There seems to be a lot of voodoo beliefs around concurrent programming that lead to really bad things.
One of the best books I've read on it is Java concurrency in practice [1]. It does an excellent job of dispelling these occultic beliefs and letting the reader know exactly when and how concurrency should be implemented. It is applicable to more languages than just java, especially since many have adopted large parts of the java memory model.
The worst things I usually find when reviewing concurrent code is people either not using locks when they should, using locks when they shouldn't, and having inconsistent data guards. I've seen people throw in random locks to guard local non-shared state which is just crazy town but "Multiple threads are running this code, so I'm adding a lock".
I certainly prefer message passing over shared state. However, it's a little baffling to me why it's so hard for devs to grasp how to properly maintain shared state. Instead of just learning the basic rules, it gets couched in "It's just too hard to understand so keep adding things until it works".
> However, it's a little baffling to me why it's so hard for devs to grasp how to properly maintain shared state. Instead of just learning the basic rules, it gets couched in "It's just too hard to understand so keep adding things until it works".
Probably because most people aren't aware that there are basic rules to be learned. I'd imagine the typical experience is, you're very familiar with single-threaded code, and now you're trying to let other threads work with your data. You have heard that there are many pitfalls, and that there are special-purpose tools like mutexes to avoid those, but you look at the examples and find them mostly baffling. "Why do they perform these incantations for this data but not that data, or in this place but not that place?" So you come up with some weird mental model and move on with your life, never aware that there are underlying principles for maintaining shared state.
Personally, I didn't understand mutexes very well at all, until I started looking into what the atomic memory orderings from C++ et al. were supposed to mean.
Not too sure what the basic rules are and I'm not able to find any list of such rules.
For me the biggest challenge when sharing state is that the only benefit I can see for parallelism is performance, so if I'm not gaining performance there is no reason to use parallelism.
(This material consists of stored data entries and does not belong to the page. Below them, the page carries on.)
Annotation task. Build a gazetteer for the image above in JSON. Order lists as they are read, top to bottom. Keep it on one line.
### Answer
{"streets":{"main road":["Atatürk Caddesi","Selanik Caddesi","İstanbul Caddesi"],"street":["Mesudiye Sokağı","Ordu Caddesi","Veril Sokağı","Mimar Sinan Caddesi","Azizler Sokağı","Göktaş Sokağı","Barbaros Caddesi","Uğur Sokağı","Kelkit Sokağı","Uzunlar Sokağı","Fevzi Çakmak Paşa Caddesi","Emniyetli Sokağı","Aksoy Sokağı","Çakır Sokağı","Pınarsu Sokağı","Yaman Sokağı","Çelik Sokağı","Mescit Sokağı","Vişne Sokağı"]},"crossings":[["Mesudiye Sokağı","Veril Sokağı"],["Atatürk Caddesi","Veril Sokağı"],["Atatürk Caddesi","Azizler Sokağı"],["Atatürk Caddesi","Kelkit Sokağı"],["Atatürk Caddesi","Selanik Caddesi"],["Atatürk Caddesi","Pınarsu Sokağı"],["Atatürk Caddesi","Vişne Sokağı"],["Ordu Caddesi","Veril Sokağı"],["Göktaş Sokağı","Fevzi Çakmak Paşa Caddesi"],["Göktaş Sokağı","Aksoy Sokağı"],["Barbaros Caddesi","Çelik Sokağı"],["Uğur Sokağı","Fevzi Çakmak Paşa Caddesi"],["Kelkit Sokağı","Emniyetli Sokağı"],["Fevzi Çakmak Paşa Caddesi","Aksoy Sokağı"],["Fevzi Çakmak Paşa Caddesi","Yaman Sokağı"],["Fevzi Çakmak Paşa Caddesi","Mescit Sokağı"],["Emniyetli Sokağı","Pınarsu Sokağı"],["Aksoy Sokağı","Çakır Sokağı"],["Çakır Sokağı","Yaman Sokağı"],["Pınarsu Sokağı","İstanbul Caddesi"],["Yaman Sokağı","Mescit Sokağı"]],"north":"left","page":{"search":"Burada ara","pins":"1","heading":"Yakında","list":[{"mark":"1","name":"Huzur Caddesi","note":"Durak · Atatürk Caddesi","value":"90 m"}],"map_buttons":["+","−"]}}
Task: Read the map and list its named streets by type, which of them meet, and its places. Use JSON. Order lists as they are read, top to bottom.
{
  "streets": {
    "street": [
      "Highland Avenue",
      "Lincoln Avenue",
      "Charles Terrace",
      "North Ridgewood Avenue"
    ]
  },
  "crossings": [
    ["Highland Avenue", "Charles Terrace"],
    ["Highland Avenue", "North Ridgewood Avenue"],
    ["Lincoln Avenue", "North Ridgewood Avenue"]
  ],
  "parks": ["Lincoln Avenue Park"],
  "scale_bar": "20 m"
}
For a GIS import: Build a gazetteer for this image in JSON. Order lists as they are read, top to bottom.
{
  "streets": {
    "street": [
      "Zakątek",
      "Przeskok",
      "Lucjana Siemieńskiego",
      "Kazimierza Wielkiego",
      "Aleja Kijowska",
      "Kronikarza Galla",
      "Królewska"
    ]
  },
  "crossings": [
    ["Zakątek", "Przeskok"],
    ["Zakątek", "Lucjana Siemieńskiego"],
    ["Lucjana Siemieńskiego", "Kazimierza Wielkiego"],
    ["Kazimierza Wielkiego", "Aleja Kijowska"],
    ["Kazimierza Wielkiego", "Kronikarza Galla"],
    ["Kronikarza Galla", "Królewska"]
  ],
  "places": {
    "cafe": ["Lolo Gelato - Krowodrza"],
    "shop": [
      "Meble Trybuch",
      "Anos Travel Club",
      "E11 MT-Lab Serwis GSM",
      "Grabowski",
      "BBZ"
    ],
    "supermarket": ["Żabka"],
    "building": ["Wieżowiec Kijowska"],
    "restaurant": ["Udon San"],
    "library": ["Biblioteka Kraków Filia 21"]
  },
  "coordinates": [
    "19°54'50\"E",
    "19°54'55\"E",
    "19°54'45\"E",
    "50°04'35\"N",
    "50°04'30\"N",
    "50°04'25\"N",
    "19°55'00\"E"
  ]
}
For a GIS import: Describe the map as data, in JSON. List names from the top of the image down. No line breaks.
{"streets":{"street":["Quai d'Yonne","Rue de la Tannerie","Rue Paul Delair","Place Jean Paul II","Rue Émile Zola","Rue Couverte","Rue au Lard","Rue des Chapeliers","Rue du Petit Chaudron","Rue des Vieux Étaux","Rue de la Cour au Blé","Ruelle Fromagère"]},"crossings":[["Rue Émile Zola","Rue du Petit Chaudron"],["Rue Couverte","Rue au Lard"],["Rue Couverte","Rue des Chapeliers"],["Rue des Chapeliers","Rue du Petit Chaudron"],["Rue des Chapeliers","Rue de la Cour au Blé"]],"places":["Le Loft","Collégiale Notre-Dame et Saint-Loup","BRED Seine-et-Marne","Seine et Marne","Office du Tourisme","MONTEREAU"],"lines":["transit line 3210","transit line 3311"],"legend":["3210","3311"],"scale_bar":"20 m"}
If I use coarse-grained mutexes then I end up with straight forward to reason about code but I lose the performance benefit and in fact can end up with slower than single threaded code.
If I use very fine grained mutexes then I end up with faster code that has very hard to find bugs that happen on very rare occasion.
And then on top of that even if you do write correct fine grained locking, you can still end up with slow code due to cache behavior such as false sharing and cache coherence.
So ultimately I disagree that writing parallel code is simple unless you're willing to give up performance in which case you may as well just stick to single threaded code or use parallelism among independent data. Writing correct parallel software that shares state and actually delivers substantial performance benefits is incredibly difficult, and I am skeptical that there is a set of simple rules that one can simply read about.
> Not too sure what the basic rules are and I'm not able to find any list of such rules.
The actual rules are completely terrifying because they involve the physics of microprocessors. If you've watched Grace Hopper's lectures where she gives out physical nanoseconds (pieces of wire that are the same length as the distance light travels in a nanosecond, thus, the maximum possible distance data could travel in that time) you can start to appreciate the problem. It is literally impossible for the intuitive Sequentially Consistent model of how computers work to apply for today's fast yet concurrent processors. Light is too slow.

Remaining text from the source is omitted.